:: WORK TO BE COMPLETED ::
Every record must reappear in the answer exactly as given.

:: WORKING DATA ::
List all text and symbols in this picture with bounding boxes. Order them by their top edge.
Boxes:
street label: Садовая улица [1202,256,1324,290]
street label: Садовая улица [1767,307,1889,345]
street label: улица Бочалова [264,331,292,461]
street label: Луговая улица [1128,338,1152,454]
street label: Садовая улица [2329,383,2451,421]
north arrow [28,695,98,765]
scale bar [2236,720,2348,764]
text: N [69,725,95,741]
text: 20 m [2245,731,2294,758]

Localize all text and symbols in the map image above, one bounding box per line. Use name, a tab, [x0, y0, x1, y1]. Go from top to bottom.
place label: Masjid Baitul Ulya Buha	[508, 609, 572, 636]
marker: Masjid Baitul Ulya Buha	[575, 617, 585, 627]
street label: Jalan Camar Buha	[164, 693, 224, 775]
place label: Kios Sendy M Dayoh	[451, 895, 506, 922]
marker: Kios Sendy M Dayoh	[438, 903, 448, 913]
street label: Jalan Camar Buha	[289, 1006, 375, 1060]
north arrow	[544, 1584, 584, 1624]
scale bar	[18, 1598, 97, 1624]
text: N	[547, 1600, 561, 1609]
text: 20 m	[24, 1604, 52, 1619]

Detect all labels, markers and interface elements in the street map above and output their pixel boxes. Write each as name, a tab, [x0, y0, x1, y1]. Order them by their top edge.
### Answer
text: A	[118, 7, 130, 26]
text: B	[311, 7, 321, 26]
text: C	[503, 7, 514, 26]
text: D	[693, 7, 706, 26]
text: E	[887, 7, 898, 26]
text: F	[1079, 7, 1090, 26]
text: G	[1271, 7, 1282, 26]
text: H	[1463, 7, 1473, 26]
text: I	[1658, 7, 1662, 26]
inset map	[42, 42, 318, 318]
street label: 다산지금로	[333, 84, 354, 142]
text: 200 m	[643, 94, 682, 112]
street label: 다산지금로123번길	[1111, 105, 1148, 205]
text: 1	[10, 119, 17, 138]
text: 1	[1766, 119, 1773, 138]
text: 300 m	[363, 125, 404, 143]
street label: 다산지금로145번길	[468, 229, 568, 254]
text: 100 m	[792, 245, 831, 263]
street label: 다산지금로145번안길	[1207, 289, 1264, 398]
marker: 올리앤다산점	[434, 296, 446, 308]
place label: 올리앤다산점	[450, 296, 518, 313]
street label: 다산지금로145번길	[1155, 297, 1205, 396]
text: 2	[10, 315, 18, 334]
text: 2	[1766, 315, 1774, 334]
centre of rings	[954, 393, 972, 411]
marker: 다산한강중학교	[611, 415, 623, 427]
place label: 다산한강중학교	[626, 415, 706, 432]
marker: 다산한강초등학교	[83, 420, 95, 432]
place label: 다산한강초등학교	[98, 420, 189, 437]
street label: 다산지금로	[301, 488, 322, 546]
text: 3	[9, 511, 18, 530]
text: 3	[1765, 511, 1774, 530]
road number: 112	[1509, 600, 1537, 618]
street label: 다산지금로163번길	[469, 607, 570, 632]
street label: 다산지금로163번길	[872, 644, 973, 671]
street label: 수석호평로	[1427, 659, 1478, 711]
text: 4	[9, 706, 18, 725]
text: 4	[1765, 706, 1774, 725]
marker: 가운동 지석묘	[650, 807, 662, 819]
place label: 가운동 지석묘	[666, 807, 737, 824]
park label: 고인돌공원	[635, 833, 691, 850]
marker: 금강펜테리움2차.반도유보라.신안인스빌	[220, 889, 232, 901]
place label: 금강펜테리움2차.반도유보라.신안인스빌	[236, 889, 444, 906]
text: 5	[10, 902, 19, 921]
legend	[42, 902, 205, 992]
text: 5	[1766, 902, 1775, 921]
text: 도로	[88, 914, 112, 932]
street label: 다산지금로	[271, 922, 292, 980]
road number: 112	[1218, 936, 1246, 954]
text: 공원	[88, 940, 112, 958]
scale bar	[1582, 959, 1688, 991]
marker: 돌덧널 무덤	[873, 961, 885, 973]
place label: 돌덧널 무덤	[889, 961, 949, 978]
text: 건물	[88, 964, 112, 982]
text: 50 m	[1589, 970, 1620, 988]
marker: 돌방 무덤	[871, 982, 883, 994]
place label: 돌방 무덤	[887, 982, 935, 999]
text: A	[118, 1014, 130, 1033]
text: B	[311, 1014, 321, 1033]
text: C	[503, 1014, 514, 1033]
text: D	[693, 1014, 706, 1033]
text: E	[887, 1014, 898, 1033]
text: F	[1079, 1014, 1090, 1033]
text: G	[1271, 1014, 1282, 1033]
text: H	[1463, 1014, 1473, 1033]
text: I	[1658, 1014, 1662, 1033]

:: THE ANSWER ::
List all text and symbols in this picture with bounding boxes. Order them by their top edge.
Boxes:
street label: Садовая улица [1202,256,1324,290]
street label: Садовая улица [1767,307,1889,345]
street label: улица Бочалова [264,331,292,461]
street label: Луговая улица [1128,338,1152,454]
street label: Садовая улица [2329,383,2451,421]
north arrow [28,695,98,765]
scale bar [2236,720,2348,764]
text: N [69,725,95,741]
text: 20 m [2245,731,2294,758]

Localize all text and symbols in the map image above, one bounding box per line. Use name, a tab, [x0, y0, x1, y1]. Go from top to bottom.
place label: Masjid Baitul Ulya Buha	[508, 609, 572, 636]
marker: Masjid Baitul Ulya Buha	[575, 617, 585, 627]
street label: Jalan Camar Buha	[164, 693, 224, 775]
place label: Kios Sendy M Dayoh	[451, 895, 506, 922]
marker: Kios Sendy M Dayoh	[438, 903, 448, 913]
street label: Jalan Camar Buha	[289, 1006, 375, 1060]
north arrow	[544, 1584, 584, 1624]
scale bar	[18, 1598, 97, 1624]
text: N	[547, 1600, 561, 1609]
text: 20 m	[24, 1604, 52, 1619]

Detect all labels, markers and interface elements in the street map above and output their pixel boxes. Write each as name, a tab, [x0, y0, x1, y1]. Order them by their top edge.
### Answer
text: A	[118, 7, 130, 26]
text: B	[311, 7, 321, 26]
text: C	[503, 7, 514, 26]
text: D	[693, 7, 706, 26]
text: E	[887, 7, 898, 26]
text: F	[1079, 7, 1090, 26]
text: G	[1271, 7, 1282, 26]
text: H	[1463, 7, 1473, 26]
text: I	[1658, 7, 1662, 26]
inset map	[42, 42, 318, 318]
street label: 다산지금로	[333, 84, 354, 142]
text: 200 m	[643, 94, 682, 112]
street label: 다산지금로123번길	[1111, 105, 1148, 205]
text: 1	[10, 119, 17, 138]
text: 1	[1766, 119, 1773, 138]
text: 300 m	[363, 125, 404, 143]
street label: 다산지금로145번길	[468, 229, 568, 254]
text: 100 m	[792, 245, 831, 263]
street label: 다산지금로145번안길	[1207, 289, 1264, 398]
marker: 올리앤다산점	[434, 296, 446, 308]
place label: 올리앤다산점	[450, 296, 518, 313]
street label: 다산지금로145번길	[1155, 297, 1205, 396]
text: 2	[10, 315, 18, 334]
text: 2	[1766, 315, 1774, 334]
centre of rings	[954, 393, 972, 411]
marker: 다산한강중학교	[611, 415, 623, 427]
place label: 다산한강중학교	[626, 415, 706, 432]
marker: 다산한강초등학교	[83, 420, 95, 432]
place label: 다산한강초등학교	[98, 420, 189, 437]
street label: 다산지금로	[301, 488, 322, 546]
text: 3	[9, 511, 18, 530]
text: 3	[1765, 511, 1774, 530]
road number: 112	[1509, 600, 1537, 618]
street label: 다산지금로163번길	[469, 607, 570, 632]
street label: 다산지금로163번길	[872, 644, 973, 671]
street label: 수석호평로	[1427, 659, 1478, 711]
text: 4	[9, 706, 18, 725]
text: 4	[1765, 706, 1774, 725]
marker: 가운동 지석묘	[650, 807, 662, 819]
place label: 가운동 지석묘	[666, 807, 737, 824]
park label: 고인돌공원	[635, 833, 691, 850]
marker: 금강펜테리움2차.반도유보라.신안인스빌	[220, 889, 232, 901]
place label: 금강펜테리움2차.반도유보라.신안인스빌	[236, 889, 444, 906]
text: 5	[10, 902, 19, 921]
legend	[42, 902, 205, 992]
text: 5	[1766, 902, 1775, 921]
text: 도로	[88, 914, 112, 932]
street label: 다산지금로	[271, 922, 292, 980]
road number: 112	[1218, 936, 1246, 954]
text: 공원	[88, 940, 112, 958]
scale bar	[1582, 959, 1688, 991]
marker: 돌덧널 무덤	[873, 961, 885, 973]
place label: 돌덧널 무덤	[889, 961, 949, 978]
text: 건물	[88, 964, 112, 982]
text: 50 m	[1589, 970, 1620, 988]
marker: 돌방 무덤	[871, 982, 883, 994]
place label: 돌방 무덤	[887, 982, 935, 999]
text: A	[118, 1014, 130, 1033]
text: B	[311, 1014, 321, 1033]
text: C	[503, 1014, 514, 1033]
text: D	[693, 1014, 706, 1033]
text: E	[887, 1014, 898, 1033]
text: F	[1079, 1014, 1090, 1033]
text: G	[1271, 1014, 1282, 1033]
text: H	[1463, 1014, 1473, 1033]
text: I	[1658, 1014, 1662, 1033]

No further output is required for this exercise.